**What is required**
The span to repeat in the listing below runs from the line containing "content:''; position:absolute; top:32px;" to the line containing "font-size:20px; font-weight:400; color:var(--muted)", inclusive. Repeat it exactly, and only it.

★ ★ ★ ★

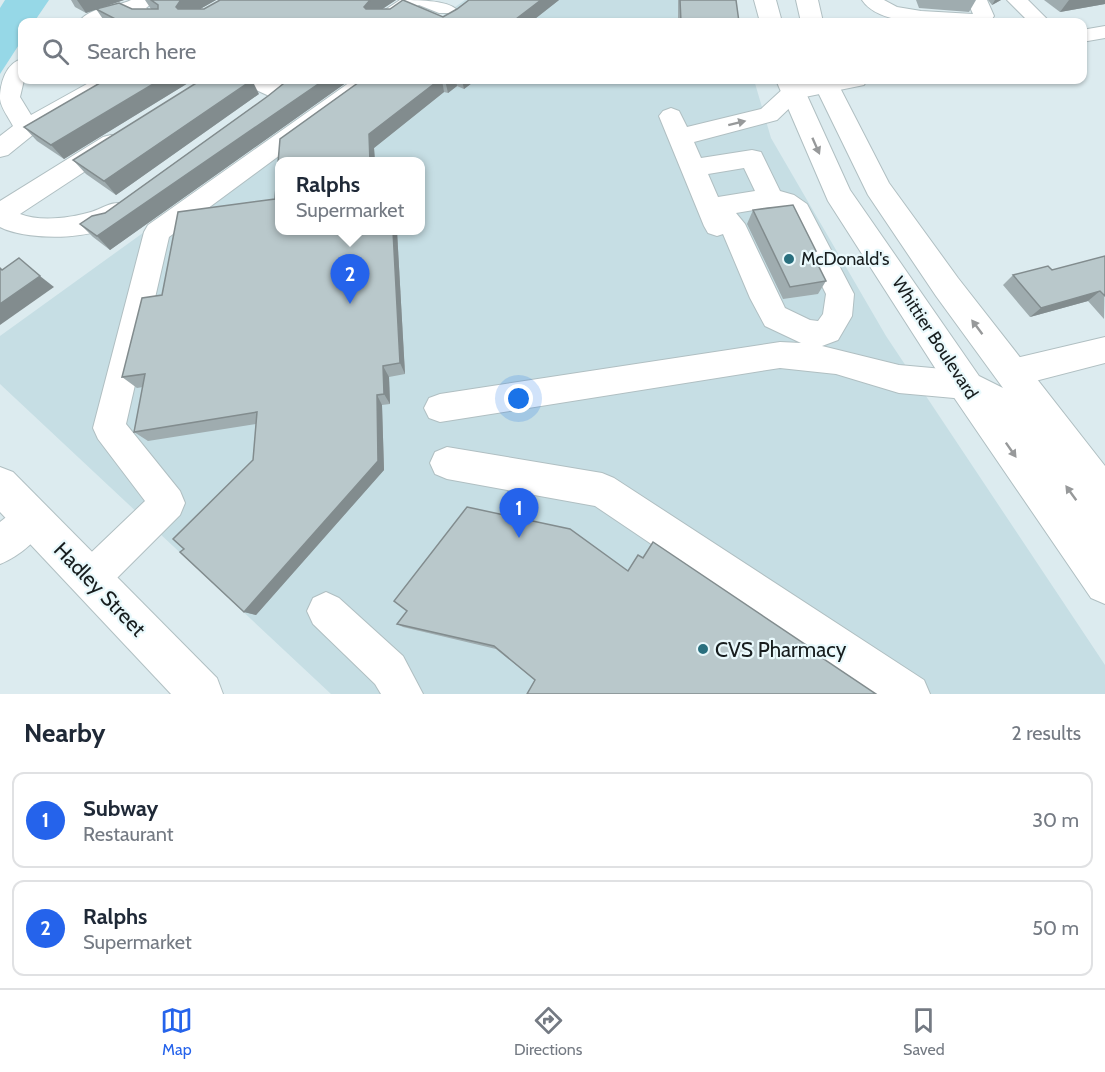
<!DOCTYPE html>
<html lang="en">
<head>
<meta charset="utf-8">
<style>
  :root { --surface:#fff; --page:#f2f2f3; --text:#1f2937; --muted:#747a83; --line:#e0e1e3; --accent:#2563eb }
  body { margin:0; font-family:Cabin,sans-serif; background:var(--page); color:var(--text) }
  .you { position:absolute; left:519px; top:399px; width:21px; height:21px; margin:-15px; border:4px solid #fff; border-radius:50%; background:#1a73e8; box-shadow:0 0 0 9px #1a73e833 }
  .badge { display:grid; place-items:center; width:39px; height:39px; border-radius:50%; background:var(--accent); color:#fff; font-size:20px; font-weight:700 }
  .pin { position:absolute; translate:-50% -50px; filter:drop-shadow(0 2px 3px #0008) }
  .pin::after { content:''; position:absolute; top:32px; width:21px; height:18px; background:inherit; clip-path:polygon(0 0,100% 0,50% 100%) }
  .popup { position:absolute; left:275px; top:157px; width:150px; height:78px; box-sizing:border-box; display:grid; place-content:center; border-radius:12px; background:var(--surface); filter:drop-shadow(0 2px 4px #0005); font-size:20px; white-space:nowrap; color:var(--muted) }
  .popup b { font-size:22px; color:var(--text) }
  .popup::after { content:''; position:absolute; left:50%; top:100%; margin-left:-12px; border:12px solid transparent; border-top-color:var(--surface) }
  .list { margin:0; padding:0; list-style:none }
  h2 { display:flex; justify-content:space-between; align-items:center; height:78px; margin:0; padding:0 24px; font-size:26px }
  h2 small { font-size:20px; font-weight:400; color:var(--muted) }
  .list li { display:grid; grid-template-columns:39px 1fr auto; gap:18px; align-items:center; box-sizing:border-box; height:96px; margin:0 12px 12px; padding:0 12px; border:2px solid var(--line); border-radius:12px }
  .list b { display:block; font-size:22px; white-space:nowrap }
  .list p { margin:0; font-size:20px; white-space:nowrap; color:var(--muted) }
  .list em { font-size:20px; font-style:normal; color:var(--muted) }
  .icon { flex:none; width:33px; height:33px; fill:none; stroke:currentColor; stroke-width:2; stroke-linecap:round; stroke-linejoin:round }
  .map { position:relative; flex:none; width:1105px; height:694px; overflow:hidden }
  .search { position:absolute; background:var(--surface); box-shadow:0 2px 4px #0004; left:18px; right:18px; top:18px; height:66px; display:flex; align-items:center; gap:15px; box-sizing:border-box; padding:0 21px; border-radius:12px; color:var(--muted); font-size:22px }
  .sheet { height:294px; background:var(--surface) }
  nav { display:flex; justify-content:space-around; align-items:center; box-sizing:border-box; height:84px; border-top:2px solid var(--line); background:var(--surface); font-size:16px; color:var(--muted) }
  nav a { display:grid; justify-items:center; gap:3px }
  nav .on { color:var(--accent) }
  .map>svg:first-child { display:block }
  .built { fill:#c6dee4; fill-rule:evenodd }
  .green { fill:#96d8e7 }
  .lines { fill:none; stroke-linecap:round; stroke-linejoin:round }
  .minor-casing { stroke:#b0bfc2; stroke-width:2 }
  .major-casing { stroke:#b0bfc2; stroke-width:2 }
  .minor { fill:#fff; fill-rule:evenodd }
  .major { fill:#fff; fill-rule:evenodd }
  .wall { fill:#9facaf }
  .shaded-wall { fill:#828c8e }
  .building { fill:#b9c8cb; stroke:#828c8e; stroke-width:1.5 }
  .oneway { fill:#97999a }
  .poi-dot { fill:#296f7e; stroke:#e9f9fc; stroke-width:2 }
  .labels { text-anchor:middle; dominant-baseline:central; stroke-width:4.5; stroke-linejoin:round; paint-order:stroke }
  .poi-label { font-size:18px; fill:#171d1e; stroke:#e9f9fc; text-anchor:start }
  .street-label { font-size:18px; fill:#171d1e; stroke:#e9f9fc }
  .near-street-label { font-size:21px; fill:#171d1e; stroke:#e9f9fc }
  .near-poi-label { font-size:21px; fill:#171d1e; stroke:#e9f9fc; text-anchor:start }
</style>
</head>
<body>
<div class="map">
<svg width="1105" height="694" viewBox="0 0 1105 694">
  <rect width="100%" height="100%" fill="#dcebef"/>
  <g class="built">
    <polygon points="465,0 735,0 739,22 434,22"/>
    <path d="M 355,80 L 754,80 L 771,138 L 886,336 L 1105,665 L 1105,694 L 331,694 L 0,384 L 0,336 ZM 280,162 L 421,162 L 421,230 L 280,230 Z"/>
  </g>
  <polygon class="green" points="5,0 49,0 34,22 22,22 22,40 0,74 0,8"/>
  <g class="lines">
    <defs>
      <g id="minor">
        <path d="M 131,0 L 156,0 L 146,8 L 165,22 L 141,22 L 128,15 L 104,22 L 79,22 C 90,6 115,8 131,0 Z"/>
        <path d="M 400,0 C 416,0 446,0 456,9 L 453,13 L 439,13 L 419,5 L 393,22 L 370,22 L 373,18 Z"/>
        <path d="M 862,0 L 884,0 L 897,7 L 921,11 L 973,14 L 967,0 L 987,0 L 994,16 L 990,22 C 956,22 883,31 862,0 Z"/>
        <polygon points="1007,0 1028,0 1050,22 1029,22"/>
        <polygon points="1105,26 1105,38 1082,42 1082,30"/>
        <path d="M 22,59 L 24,80 L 20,97 L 31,115 L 94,80 L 120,80 L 117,85 L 34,134 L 8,155 L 0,157 L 0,136 L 13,126 C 9,118 1,108 0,99 C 0,83 6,63 22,59 Z"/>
        <polygon points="242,80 269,80 277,83 283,80 308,80 286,98 278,100 245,85"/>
        <polygon points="353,80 378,80 375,85 169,237 126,424 180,491 185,503 180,515 103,592 90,597 77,592 72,579 77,566 145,501 98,439 93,428 144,232 148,225"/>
        <path d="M 822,80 L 867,80 L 864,85 L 800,98 L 777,120 L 694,142 L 701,158 L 752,150 L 761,152 L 780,191 L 794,195 L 807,204 L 854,294 L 852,316 L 838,340 L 822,346 L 899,365 L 965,371 L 976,375 L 981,385 L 976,395 L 965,399 L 899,393 L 836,374 L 780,368 L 440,422 L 429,418 L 424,408 L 429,398 L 440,394 L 780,342 L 801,343 L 765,326 L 750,298 L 723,234 L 717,236 L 708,233 L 704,226 L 659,116 L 663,111 L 671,108 L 679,111 L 687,127 L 761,109 L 785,87 ZM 744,168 L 755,191 L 718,197 L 708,174 ZM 771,207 L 788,217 L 826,294 L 823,314 L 818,321 L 810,320 L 785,308 L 745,224 L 736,213 Z"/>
        <path d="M 111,135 L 119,137 L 123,143 L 119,149 L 20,214 C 40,222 70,218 91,212 C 104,208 112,200 126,204 L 130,211 C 113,242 28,242 0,227 L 0,201 L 103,137 Z"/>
        <polygon points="1105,337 1105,363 1012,387 1001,383 997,373 1001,363 1012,359"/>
        <polygon points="447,447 602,473 614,478 924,680 930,694 874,694 595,506 447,479 435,474 430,463 435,452"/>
        <path d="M 32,500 L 44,506 L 50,518 C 41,538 20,556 0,564 L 0,522 L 20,506 Z"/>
        <polygon points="326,592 339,598 403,656 423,694 381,694 375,684 313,624 307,611 313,598"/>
      </g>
      <g id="major">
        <polygon points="754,0 776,0 782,22 760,22"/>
        <polygon points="796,0 818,0 823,22 801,22"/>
        <polygon points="776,80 800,80 850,190 979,376 1003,388 936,296 868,195 812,80 836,80 889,183 958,278 1105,466 1105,604 1091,598 953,396 828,201"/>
        <polygon points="0,467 13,472 217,678 223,694 171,694 0,512"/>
      </g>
    </defs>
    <use href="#minor" class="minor-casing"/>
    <use href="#major" class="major-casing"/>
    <use href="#minor" class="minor"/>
    <use href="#major" class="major"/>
  </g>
  <g class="wall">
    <polygon points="71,0 124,0 100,8 132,9 151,9 145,0 216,0 200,9 204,9 220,0 396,0 382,9 443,17 457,9 469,0 559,0 531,22 105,22 96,9 86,13 75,7"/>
    <polygon points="678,0 736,0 739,22 678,22"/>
    <polygon points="916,0 976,0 969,12 919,8"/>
    <polygon points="988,0 1001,0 992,5"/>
    <polygon points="1044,0 1105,0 1105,4 1060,12"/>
    <polygon points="105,80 193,80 64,159 37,141 24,127"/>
    <polygon points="288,80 350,80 110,250 93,237 80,224 105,213 268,96"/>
    <polygon points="362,80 476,80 464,89 457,86 448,93 444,92 374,148 375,162 279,162 279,231 397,231 405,374 389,377 390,404 382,405 384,470 256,615 244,612 180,552 184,549 173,539 253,460 256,424 148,441 134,432 143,387 137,388 122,377 142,298 162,295 178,212 275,199 280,139"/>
    <polygon points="259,94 116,195 86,174 73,160"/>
    <polygon points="753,210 816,251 813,256 826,281 818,294 783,299 747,224"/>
    <polygon points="1105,256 1104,319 1088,301 1030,317 1003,285 1013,275 1052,270"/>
    <polygon points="643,558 812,649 535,680 496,649 403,627 397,624 628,571"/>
  </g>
  <g class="shaded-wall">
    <polygon points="77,0 124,0 86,13"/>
    <polygon points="182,0 216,0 188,16 176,7 180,1"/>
    <polygon points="370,0 396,0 372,16 364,7"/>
    <polygon points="541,0 559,0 531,22 512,22"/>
    <polygon points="995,0 1001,0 992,5"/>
    <polygon points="1069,0 1105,0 1105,4 1060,12"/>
    <polygon points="160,80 193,80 64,159 51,145"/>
    <polygon points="252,80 259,94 116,195 104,181"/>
    <polygon points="324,80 350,80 110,250 97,236"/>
    <polygon points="439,80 442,80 444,92 374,148 375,162 370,162 369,134"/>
    <polygon points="445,80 456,80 457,86 448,93"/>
    <polygon points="462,80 476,80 464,89"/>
    <polygon points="393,231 397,231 405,374 400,363"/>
    <polygon points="40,276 54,287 0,325 0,304"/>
    <polygon points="1100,291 1088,301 1030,317 1041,308"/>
    <polygon points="383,366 389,377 390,404 384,394"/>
    <polygon points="377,395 382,405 384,470 256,615 244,612"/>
  </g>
  <g class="building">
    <polygon points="151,0 182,0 180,1 176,7 178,9 204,9 220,0 370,0 364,7 366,9 390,9 403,0 443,17 457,9 469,0 541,0 512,22 121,22 96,9 119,3 132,9 158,9 158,5"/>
    <polygon points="680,0 736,0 739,22 681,22"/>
    <polygon points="105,80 160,80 51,145 24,127"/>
    <polygon points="201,80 252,80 104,181 73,160"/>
    <polygon points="288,80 324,80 97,236 80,224 92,216 105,213 268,96"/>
    <polygon points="362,80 439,80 369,134 370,162 279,162 279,231 393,231 400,363 383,366 384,394 377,395 378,461 244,612 180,552 184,549 173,539 253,460 257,412 134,432 145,374 122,377 142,298 162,295 178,212 275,199 280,139"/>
    <polygon points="793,205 816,251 811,251 826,281 790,287 753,210"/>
    <polygon points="1105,256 1105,296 1100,291 1041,308 1013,275 1048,266 1052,270"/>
    <polygon points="19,258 40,276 0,304 0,268 2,270"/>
    <polygon points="467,507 570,529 628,571 638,555 643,558 653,542 812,649 812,651 876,694 527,694 535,680 494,646 397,624 407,611 394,601"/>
  </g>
  <defs><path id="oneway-solid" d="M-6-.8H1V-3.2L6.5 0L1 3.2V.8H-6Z" transform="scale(1.5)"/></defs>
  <g class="oneway">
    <use href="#oneway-solid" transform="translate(737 123) rotate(-14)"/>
    <use href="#oneway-solid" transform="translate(816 146) rotate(66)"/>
    <use href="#oneway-solid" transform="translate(977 327) rotate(-127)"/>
    <use href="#oneway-solid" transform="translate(1011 450) rotate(55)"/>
    <use href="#oneway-solid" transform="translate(1071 493) rotate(-126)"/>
  </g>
  <g class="poi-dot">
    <circle cx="789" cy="259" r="6"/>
    <circle cx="703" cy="649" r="6"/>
  </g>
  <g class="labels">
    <g class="poi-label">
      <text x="801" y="259">McDonald's</text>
    </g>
    <g class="street-label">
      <text transform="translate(935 338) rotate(57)">Whittier Boulevard</text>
    </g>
    <g class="near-street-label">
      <text transform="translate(100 589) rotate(46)">Hadley Street</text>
    </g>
    <g class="near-poi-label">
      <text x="715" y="649">CVS Pharmacy</text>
    </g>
  </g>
</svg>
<div class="you"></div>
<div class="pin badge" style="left:519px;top:538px">1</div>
<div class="pin badge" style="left:350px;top:304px">2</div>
<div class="popup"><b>Ralphs</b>Supermarket</div>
<div class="search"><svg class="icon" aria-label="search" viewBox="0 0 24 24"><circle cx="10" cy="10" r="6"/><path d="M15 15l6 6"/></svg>Search here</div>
</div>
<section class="sheet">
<h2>Nearby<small>2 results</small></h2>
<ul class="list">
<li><span class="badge">1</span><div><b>Subway</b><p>Restaurant</p></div><em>30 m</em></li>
<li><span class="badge">2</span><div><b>Ralphs</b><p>Supermarket</p></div><em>50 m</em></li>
</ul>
</section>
<nav>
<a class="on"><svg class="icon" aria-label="map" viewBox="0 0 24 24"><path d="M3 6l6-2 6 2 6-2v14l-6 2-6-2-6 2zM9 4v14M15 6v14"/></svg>Map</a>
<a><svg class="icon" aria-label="directions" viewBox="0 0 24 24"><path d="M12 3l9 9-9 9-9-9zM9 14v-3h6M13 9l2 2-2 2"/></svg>Directions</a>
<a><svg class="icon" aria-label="saved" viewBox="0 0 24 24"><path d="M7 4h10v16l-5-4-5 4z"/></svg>Saved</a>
</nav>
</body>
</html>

★ ★ ★ ★

**Answer to the problem**
  .pin::after { content:''; position:absolute; top:32px; width:21px; height:18px; background:inherit; clip-path:polygon(0 0,100% 0,50% 100%) }
  .popup { position:absolute; left:275px; top:157px; width:150px; height:78px; box-sizing:border-box; display:grid; place-content:center; border-radius:12px; background:var(--surface); filter:drop-shadow(0 2px 4px #0005); font-size:20px; white-space:nowrap; color:var(--muted) }
  .popup b { font-size:22px; color:var(--text) }
  .popup::after { content:''; position:absolute; left:50%; top:100%; margin-left:-12px; border:12px solid transparent; border-top-color:var(--surface) }
  .list { margin:0; padding:0; list-style:none }
  h2 { display:flex; justify-content:space-between; align-items:center; height:78px; margin:0; padding:0 24px; font-size:26px }
  h2 small { font-size:20px; font-weight:400; color:var(--muted) }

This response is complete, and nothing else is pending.